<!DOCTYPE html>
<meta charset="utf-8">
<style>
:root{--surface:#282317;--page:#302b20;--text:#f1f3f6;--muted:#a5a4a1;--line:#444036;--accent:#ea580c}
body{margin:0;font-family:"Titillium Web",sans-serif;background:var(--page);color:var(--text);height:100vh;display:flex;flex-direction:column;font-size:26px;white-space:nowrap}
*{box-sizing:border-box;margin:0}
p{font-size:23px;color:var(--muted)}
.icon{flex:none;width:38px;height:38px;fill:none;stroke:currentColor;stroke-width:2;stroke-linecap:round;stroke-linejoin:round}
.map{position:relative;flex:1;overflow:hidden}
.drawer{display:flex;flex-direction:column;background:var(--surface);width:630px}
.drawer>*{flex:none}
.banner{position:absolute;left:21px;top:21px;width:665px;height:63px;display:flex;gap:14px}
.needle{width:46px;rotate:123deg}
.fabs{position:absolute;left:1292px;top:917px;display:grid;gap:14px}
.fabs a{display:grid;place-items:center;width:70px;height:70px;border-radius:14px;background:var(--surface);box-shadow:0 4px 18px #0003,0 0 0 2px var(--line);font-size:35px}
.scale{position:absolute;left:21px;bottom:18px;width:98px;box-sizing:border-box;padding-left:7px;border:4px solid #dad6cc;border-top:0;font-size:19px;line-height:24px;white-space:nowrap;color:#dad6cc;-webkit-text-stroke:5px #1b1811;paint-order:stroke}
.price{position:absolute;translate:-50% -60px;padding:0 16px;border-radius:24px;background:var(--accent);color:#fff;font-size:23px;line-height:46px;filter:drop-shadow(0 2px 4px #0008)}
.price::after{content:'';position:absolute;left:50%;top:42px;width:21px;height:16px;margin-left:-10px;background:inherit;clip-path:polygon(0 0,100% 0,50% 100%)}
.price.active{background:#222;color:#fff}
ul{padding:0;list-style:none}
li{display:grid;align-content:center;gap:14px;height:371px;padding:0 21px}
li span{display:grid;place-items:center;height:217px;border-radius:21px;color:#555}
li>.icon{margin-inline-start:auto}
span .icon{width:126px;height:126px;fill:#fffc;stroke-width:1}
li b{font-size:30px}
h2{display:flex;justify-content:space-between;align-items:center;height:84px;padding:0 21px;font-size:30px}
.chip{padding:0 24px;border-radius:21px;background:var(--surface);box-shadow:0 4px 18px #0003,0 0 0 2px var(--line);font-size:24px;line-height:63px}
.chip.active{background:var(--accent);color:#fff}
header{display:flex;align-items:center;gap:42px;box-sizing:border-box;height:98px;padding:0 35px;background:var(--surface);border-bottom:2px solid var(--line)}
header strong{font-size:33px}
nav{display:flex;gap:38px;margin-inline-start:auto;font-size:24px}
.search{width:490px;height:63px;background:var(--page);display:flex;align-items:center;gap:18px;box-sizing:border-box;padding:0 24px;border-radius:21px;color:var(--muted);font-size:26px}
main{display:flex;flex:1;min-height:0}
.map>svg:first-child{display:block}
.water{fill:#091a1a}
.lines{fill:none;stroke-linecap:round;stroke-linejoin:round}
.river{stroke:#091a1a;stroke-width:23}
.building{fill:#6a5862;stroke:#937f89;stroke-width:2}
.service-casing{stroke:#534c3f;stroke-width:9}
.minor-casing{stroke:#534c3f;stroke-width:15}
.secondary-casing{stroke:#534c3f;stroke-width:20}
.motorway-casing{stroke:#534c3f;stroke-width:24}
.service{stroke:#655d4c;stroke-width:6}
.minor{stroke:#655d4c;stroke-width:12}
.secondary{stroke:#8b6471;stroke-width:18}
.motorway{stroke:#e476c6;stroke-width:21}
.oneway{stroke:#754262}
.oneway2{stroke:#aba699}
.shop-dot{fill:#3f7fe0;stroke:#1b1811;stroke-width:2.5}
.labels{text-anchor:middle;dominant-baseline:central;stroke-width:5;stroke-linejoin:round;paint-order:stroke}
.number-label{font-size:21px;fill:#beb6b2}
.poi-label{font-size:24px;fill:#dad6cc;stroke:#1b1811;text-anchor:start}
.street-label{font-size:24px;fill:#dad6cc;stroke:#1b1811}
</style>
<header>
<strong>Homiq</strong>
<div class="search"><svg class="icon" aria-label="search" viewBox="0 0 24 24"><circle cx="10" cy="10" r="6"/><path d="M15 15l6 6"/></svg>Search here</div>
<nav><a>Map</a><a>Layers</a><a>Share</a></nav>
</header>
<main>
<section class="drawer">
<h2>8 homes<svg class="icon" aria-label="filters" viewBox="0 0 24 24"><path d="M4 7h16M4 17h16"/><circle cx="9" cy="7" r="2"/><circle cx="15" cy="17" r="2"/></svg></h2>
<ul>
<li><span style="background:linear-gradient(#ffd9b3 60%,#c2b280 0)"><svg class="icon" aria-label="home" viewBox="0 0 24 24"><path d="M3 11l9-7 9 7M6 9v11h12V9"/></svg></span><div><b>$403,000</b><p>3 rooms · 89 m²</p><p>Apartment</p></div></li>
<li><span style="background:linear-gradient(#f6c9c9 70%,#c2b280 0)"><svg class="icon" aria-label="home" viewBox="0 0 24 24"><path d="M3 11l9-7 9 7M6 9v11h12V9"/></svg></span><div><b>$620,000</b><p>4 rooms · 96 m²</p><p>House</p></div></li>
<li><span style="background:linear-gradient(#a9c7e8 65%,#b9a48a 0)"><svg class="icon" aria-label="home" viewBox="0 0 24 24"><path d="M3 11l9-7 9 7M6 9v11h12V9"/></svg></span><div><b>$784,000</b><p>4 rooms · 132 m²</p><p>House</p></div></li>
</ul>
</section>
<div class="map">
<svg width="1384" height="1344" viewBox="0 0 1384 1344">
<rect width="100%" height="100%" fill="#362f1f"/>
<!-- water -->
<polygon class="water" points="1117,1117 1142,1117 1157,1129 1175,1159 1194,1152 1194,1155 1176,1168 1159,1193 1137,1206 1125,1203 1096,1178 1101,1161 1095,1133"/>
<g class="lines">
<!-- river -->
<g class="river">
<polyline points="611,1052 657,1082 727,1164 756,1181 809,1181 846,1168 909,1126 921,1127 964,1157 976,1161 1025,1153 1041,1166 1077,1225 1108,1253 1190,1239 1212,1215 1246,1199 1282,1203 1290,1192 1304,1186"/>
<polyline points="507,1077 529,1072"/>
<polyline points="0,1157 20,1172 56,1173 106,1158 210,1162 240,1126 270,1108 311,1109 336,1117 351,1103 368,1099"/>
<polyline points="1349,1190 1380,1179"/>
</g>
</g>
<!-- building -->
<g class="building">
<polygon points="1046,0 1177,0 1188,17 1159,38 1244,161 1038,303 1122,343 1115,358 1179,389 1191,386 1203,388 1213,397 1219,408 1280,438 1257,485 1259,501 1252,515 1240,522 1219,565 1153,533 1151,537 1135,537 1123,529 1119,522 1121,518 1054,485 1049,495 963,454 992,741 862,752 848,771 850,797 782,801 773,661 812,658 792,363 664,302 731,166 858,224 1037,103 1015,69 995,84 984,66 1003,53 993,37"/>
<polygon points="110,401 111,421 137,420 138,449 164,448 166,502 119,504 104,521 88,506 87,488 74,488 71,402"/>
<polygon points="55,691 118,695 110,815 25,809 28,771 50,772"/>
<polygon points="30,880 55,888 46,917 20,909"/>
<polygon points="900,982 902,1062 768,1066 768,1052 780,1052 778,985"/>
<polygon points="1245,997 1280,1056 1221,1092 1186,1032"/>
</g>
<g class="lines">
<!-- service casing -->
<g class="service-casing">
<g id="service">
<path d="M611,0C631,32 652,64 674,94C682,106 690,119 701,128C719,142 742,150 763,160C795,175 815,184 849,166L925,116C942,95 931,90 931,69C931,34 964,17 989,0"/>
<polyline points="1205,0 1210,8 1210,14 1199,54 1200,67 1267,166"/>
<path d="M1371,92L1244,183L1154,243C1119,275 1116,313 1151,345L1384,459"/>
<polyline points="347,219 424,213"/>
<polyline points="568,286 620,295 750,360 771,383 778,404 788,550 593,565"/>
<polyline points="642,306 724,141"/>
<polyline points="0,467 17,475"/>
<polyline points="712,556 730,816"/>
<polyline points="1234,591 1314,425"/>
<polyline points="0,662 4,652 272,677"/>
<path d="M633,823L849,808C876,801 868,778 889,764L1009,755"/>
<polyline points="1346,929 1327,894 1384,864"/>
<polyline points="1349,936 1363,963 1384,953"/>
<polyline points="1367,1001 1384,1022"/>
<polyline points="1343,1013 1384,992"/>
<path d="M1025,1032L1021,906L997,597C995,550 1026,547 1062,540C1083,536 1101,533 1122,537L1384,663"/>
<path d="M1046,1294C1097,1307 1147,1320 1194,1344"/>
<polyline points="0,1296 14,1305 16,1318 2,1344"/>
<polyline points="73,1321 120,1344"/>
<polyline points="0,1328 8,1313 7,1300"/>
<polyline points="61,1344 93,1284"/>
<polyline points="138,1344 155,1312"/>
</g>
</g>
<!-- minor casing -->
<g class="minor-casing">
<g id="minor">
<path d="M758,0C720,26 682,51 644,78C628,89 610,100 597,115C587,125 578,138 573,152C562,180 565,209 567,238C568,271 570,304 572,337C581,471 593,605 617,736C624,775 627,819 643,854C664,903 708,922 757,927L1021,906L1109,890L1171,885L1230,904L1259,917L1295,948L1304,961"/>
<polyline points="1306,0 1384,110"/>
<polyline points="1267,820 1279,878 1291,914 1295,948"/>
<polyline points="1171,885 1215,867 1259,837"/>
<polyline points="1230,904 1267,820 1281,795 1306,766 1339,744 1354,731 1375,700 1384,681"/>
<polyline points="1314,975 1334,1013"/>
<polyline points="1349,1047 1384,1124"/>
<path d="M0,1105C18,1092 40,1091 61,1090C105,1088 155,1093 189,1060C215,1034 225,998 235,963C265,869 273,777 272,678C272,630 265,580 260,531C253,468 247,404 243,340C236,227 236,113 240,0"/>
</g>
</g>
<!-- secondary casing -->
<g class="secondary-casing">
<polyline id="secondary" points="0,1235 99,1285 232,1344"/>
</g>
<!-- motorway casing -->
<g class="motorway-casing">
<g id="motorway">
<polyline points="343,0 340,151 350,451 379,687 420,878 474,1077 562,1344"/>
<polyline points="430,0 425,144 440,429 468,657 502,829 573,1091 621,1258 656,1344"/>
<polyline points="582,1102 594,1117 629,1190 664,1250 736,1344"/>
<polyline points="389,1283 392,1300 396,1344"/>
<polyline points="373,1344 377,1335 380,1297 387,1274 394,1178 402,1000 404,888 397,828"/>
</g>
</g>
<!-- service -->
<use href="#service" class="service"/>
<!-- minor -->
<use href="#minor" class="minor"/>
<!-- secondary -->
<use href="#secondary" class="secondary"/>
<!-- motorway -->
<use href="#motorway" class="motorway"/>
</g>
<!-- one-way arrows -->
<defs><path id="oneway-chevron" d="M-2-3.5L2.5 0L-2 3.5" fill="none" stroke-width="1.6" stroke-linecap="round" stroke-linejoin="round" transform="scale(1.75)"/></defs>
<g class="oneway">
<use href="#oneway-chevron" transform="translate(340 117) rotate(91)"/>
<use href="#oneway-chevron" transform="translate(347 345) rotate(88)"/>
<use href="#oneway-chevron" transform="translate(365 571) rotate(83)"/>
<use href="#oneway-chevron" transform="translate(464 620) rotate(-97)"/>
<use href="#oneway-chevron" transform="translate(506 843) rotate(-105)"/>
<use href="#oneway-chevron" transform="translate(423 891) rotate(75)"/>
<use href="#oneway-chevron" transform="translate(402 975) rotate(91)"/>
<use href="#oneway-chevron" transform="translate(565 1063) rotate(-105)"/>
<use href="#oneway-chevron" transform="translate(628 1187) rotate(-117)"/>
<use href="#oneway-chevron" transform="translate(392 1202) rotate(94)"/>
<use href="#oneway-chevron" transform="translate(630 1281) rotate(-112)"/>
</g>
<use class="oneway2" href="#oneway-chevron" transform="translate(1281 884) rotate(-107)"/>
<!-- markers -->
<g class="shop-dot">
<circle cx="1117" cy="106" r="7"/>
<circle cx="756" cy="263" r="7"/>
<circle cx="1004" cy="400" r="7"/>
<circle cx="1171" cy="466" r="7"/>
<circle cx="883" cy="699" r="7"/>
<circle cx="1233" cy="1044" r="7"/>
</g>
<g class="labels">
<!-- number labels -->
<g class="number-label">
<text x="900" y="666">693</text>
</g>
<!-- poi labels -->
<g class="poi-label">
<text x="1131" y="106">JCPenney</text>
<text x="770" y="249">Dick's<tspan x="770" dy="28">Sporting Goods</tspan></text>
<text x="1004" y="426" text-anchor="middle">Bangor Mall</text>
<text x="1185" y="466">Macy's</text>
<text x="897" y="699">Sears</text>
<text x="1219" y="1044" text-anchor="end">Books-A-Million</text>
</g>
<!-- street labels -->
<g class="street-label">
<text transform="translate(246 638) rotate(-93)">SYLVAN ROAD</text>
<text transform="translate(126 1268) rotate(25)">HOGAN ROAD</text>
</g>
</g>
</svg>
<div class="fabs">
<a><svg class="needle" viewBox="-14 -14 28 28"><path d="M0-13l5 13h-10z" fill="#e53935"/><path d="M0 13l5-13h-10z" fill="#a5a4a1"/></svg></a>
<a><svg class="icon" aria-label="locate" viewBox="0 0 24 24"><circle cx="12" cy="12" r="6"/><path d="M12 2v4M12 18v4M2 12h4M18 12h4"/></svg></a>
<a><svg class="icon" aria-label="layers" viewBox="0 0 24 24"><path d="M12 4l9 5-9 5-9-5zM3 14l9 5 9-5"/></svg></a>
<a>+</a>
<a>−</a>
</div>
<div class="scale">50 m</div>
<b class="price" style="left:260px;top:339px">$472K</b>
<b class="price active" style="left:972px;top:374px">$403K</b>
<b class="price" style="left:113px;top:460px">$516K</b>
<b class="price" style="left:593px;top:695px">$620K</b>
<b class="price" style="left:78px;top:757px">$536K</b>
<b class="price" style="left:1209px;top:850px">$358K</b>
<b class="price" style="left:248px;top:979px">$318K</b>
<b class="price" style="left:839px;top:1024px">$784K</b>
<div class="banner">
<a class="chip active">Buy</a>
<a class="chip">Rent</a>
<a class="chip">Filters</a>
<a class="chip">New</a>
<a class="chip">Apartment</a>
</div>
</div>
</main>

== == ==

_EXERCISE:_
A complete answer reproduces every line of the records in which the word "absolute" occurs.

_SOLUTION BELOW:_
.banner{position:absolute;left:21px;top:21px;width:665px;height:63px;display:flex;gap:14px}
.fabs{position:absolute;left:1292px;top:917px;display:grid;gap:14px}
.scale{position:absolute;left:21px;bottom:18px;width:98px;box-sizing:border-box;padding-left:7px;border:4px solid #dad6cc;border-top:0;font-size:19px;line-height:24px;white-space:nowrap;color:#dad6cc;-webkit-text-stroke:5px #1b1811;paint-order:stroke}
.price{position:absolute;translate:-50% -60px;padding:0 16px;border-radius:24px;background:var(--accent);color:#fff;font-size:23px;line-height:46px;filter:drop-shadow(0 2px 4px #0008)}
.price::after{content:'';position:absolute;left:50%;top:42px;width:21px;height:16px;margin-left:-10px;background:inherit;clip-path:polygon(0 0,100% 0,50% 100%)}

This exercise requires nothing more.